There are many ways to approach a rebrand. A trend of late has been to focus on reawakening a brand's heritage by looking to the past, but sometimes a huge overhaul of a visual identity isn't what's needed.
If a brand hasn’t lost its way entirely, but is becoming a little tired, sometimes the rebranding process is more about modernising, and making a brand fit-for-purpose, rather than dramatically looking either forwards or backwards for inspiration. But sometimes making small steps towards a new identity or tweaking things slightly is actually more difficult than starting from scratch or making big changes.
Here, leading designers reveal how to best go about rebranding in small steps.
01. Don't disregard the current brand
Like so many high-profile projects before it, SomeOne’s recent rebrand of the UK Parliament faced a wave of initial criticism for spending public money on what was perceived to be a few tiny tweaks to the portcullis logo. But as the tweets piled up, and more of the ‘brand world’ was revealed, it became clear to anyone willing to dig a little deeper that the rebrand was about digital versatility.

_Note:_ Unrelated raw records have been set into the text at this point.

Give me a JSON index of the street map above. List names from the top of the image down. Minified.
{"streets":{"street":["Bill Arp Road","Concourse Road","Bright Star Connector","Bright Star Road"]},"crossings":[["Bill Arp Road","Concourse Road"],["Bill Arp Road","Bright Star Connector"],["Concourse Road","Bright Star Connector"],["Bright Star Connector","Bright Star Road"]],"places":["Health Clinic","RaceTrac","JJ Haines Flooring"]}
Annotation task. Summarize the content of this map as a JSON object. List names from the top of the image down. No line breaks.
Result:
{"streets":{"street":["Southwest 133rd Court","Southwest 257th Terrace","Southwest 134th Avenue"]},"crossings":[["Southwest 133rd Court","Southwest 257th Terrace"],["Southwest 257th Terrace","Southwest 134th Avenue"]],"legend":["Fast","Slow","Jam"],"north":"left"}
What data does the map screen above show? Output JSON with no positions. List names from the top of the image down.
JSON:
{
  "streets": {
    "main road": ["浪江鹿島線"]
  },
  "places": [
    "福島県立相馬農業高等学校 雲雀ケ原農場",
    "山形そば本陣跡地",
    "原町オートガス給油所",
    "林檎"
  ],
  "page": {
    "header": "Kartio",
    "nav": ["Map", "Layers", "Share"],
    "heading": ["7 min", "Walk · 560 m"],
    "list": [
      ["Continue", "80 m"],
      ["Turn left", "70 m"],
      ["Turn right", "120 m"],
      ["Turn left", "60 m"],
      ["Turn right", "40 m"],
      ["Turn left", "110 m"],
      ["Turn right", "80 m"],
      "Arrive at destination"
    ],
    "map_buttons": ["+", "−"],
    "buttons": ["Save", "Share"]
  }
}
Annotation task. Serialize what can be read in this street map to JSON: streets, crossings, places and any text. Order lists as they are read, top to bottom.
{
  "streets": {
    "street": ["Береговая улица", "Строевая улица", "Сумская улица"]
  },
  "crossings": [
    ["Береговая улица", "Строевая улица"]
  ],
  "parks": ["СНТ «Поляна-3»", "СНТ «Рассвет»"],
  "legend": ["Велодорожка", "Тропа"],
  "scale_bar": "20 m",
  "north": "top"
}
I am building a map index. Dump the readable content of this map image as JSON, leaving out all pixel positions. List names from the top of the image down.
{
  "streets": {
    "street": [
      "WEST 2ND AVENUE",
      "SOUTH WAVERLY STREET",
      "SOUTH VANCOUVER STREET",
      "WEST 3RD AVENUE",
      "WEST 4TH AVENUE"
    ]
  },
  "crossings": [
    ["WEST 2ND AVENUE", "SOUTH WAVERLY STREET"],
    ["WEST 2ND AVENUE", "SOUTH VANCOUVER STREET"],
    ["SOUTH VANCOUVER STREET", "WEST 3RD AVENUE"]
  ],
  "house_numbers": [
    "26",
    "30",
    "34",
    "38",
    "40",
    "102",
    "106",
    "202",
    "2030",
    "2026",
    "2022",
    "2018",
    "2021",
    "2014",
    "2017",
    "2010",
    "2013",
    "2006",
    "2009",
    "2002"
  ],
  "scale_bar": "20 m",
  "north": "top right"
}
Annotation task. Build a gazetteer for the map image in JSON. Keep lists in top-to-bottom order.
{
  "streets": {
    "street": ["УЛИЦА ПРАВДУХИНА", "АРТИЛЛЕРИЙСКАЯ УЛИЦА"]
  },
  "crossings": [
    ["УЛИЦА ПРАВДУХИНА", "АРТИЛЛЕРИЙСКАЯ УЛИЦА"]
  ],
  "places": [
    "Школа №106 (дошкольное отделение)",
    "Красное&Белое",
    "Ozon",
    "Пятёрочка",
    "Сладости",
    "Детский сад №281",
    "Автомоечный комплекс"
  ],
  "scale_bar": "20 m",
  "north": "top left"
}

“Only a fool rushes into an established brand with a total disregard for the brand’s history,” believes Simon Manchipp, co-founder and executive strategic creative director at SomeOne. “There’s nearly always something worth preserving,” he insists.
“With the UK Parliament, the portcullis is part of the very fabric of the buildings," continues Manchipp. "The Royal documentation. Even the curtains. So there was never a question of replacing it. It’s a globally recognised symbol, which in brand terms is worth billions. “It was streamlining and making it digitally adept that formed the basis of our brand work, as well as creating systems to better clarify Parliament’s role in a modern democracy. Connecting many parts to make one cohesive whole.”
02. Make small changes that make a big impact
Chris Moody, chief creative officer at Wolff Olins, compares this approach to the principle of ‘incremental gains’ embraced by Team Sky in cycling events, and admits that Wolff Olins has actively encouraged it in recent years. “However, just like Team Sky, I’m now questioning the true validity of doing this,” he adds. “It’s not so much about being unable to plug in to other people’s designs, but more that it’s more important than ever to design with totality in mind.”
If small changes make a big impact, he reasons, then it’s a course of action worth pursuing, but you need to be completely honest with yourself. “If you are fiddling with line weight for the sake of it, then it’s a waste of everyone’s time,” he smiles.
Moody gives the example of Ericsson’s recent minimalist brand overhaul: “It’s pure hygiene,” he argues. “This is commendable, and a critical part of any brand design process, but it’s neither genuine ‘rebranding’ in any major sense, nor newsworthy.
“Fetishising these tweaks – see also eBay, Audi, and YouTube – gives them an inflated level of importance,” he adds. “It feels like [highly-acclaimed architect] Richard Rogers making a big deal about bleeding the radiators in one of his buildings. Designers should aim for big, bold, radical change. If you aren’t pissing someone off a bit, you aren’t trying hard enough.”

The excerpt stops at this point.